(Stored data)
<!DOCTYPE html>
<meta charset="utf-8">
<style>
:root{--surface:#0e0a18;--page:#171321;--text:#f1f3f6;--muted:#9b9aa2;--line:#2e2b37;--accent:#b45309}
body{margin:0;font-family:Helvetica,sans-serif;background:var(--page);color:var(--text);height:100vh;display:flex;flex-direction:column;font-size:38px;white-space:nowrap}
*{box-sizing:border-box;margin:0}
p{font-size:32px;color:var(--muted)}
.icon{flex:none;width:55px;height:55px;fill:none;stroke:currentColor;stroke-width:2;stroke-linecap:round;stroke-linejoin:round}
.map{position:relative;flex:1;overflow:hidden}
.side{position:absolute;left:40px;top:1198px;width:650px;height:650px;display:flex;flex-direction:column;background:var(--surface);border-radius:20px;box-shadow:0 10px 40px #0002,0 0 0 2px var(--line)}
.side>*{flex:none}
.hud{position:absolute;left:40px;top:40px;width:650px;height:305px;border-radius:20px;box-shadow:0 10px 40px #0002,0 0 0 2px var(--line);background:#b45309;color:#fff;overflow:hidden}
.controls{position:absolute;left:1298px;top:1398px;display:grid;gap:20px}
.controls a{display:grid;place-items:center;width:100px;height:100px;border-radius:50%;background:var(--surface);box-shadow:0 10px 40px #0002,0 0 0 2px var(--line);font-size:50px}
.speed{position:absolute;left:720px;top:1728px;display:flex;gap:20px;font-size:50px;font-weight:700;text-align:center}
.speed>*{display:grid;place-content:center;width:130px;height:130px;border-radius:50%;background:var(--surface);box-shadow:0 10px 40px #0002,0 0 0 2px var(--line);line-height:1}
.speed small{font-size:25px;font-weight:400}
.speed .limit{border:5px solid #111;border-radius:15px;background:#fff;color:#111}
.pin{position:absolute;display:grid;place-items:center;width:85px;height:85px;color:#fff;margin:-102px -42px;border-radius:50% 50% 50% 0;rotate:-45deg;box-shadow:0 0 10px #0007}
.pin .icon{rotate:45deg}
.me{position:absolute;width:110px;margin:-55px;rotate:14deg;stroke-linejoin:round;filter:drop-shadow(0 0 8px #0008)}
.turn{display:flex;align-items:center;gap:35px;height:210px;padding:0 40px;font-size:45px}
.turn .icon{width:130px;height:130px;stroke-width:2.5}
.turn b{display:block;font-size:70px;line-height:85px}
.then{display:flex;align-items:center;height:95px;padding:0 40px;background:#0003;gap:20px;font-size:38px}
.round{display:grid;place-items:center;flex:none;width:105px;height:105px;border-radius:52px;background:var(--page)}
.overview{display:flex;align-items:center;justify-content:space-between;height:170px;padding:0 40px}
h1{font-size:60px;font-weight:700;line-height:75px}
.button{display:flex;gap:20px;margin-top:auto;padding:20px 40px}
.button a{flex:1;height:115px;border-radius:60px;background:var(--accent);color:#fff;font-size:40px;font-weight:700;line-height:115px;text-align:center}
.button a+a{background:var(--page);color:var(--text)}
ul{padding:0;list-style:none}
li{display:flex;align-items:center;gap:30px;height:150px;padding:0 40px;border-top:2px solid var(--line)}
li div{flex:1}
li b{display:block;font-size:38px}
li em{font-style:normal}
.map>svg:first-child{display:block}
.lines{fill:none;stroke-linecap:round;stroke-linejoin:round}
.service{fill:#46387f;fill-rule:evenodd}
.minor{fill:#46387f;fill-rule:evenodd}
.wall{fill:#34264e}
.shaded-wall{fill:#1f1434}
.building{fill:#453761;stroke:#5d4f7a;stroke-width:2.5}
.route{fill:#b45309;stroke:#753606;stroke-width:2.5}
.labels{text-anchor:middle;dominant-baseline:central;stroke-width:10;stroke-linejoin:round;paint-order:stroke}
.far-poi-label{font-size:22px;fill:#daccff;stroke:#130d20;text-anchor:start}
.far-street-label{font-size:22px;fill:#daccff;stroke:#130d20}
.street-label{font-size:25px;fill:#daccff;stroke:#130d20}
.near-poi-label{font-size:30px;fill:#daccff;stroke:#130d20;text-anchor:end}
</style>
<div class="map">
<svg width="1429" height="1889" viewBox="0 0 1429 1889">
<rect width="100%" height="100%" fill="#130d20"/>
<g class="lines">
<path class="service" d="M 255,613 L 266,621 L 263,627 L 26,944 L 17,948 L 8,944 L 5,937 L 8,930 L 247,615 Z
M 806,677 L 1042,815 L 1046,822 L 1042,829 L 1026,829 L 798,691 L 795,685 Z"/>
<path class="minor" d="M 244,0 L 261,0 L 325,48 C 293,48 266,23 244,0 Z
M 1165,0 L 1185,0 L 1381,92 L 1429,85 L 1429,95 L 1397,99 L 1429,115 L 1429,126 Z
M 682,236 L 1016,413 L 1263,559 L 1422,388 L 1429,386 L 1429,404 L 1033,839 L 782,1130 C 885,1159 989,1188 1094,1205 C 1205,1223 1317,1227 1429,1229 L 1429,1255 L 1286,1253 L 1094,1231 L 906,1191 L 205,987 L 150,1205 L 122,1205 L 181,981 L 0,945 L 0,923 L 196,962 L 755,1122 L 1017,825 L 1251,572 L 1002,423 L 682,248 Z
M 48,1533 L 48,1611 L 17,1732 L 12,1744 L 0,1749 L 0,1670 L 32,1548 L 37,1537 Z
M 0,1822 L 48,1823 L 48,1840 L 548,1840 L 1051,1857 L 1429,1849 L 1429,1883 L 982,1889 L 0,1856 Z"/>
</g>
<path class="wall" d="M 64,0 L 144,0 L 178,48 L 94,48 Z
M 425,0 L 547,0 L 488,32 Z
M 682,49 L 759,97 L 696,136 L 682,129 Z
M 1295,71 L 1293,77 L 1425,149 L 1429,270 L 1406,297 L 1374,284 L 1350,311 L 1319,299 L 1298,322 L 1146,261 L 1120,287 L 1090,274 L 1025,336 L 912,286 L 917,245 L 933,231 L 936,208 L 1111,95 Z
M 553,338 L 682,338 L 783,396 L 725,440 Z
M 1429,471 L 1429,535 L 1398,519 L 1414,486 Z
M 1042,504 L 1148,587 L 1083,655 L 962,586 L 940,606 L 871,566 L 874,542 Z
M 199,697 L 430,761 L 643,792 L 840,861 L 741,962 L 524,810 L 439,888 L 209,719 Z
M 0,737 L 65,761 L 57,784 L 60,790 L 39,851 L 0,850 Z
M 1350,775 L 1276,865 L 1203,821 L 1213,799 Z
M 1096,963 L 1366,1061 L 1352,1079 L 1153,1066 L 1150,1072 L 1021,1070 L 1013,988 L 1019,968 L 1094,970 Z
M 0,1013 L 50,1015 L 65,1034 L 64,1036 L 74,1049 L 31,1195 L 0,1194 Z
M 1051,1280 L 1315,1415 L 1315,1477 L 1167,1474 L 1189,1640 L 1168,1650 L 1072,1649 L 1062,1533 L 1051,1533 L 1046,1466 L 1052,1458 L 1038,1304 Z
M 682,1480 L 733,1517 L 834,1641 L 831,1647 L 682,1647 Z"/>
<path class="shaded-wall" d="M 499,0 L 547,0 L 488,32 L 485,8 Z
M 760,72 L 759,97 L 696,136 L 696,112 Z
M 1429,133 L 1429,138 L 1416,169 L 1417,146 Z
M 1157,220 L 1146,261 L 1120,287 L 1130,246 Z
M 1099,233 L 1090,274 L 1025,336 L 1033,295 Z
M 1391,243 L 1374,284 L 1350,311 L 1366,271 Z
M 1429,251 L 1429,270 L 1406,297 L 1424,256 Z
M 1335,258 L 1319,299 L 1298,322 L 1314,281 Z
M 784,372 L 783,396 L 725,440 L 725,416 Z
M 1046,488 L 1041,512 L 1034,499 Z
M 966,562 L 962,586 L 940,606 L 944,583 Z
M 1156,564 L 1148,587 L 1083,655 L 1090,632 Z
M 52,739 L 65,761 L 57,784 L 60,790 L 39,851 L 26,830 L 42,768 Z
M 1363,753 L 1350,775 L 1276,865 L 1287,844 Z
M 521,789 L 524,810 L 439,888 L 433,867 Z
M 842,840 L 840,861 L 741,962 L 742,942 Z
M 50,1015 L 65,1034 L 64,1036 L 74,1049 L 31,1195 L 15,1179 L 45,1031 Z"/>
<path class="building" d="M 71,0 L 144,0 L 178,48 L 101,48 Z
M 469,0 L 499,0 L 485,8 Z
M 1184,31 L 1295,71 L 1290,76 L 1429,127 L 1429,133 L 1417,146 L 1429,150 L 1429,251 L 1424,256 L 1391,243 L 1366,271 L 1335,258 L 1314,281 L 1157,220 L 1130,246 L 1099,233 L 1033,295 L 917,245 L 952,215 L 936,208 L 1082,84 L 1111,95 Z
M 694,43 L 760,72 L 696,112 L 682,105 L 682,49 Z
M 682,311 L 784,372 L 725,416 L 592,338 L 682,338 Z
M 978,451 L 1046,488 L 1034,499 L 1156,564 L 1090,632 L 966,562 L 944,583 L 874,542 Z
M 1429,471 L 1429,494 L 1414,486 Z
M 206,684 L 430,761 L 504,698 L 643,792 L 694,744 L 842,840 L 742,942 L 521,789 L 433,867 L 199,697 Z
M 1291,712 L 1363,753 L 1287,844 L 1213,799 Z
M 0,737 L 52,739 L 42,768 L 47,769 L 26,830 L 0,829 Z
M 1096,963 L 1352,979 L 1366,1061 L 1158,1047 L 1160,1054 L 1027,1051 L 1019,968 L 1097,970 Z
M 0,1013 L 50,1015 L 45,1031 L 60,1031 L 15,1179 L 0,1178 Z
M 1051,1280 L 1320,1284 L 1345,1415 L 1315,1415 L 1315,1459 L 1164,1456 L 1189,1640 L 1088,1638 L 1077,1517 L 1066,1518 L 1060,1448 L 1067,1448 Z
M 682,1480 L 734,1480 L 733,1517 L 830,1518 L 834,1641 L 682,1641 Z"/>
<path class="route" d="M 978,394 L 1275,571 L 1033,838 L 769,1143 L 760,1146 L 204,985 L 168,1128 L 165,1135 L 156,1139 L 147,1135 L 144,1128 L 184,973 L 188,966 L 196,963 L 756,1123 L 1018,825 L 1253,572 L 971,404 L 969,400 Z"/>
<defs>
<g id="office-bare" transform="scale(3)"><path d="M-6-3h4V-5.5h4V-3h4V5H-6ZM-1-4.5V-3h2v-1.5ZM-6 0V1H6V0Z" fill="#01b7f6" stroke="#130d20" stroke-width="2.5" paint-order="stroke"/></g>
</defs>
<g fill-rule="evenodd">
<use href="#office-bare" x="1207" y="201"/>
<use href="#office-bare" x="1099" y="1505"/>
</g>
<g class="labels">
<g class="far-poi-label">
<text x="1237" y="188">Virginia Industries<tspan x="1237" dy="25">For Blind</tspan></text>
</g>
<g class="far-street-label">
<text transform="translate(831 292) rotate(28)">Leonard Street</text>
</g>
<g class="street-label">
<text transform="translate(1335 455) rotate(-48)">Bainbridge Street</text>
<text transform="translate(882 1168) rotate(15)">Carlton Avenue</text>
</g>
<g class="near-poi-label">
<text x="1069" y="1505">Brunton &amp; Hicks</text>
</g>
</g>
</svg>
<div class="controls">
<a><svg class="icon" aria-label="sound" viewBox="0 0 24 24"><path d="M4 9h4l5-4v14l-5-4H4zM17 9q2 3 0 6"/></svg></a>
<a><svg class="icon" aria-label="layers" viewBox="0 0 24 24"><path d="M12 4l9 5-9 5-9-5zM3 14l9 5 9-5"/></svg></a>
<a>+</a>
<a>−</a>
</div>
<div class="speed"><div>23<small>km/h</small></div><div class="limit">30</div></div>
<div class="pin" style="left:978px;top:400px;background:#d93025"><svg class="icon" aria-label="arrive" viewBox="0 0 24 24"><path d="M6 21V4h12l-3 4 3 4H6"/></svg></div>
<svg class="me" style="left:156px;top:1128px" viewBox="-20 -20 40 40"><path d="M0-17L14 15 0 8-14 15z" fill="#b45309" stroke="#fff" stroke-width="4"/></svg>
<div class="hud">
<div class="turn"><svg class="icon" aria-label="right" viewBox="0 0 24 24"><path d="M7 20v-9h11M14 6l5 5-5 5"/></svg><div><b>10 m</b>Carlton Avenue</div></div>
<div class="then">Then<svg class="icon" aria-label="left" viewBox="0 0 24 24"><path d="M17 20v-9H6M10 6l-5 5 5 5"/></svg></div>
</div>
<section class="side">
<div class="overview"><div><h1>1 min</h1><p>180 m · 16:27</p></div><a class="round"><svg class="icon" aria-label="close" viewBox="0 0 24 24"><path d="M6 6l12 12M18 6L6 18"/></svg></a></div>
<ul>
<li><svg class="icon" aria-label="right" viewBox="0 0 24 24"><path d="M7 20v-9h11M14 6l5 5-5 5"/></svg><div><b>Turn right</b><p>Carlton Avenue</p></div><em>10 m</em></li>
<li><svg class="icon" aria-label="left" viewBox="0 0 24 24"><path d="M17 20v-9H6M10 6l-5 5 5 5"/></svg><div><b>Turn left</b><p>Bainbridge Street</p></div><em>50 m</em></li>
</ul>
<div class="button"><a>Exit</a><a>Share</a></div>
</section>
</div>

ASSIGNMENT:
Please copy every line from the entries that includes the word "column".

REPLY:
body{margin:0;font-family:Helvetica,sans-serif;background:var(--page);color:var(--text);height:100vh;display:flex;flex-direction:column;font-size:38px;white-space:nowrap}
.side{position:absolute;left:40px;top:1198px;width:650px;height:650px;display:flex;flex-direction:column;background:var(--surface);border-radius:20px;box-shadow:0 10px 40px #0002,0 0 0 2px var(--line)}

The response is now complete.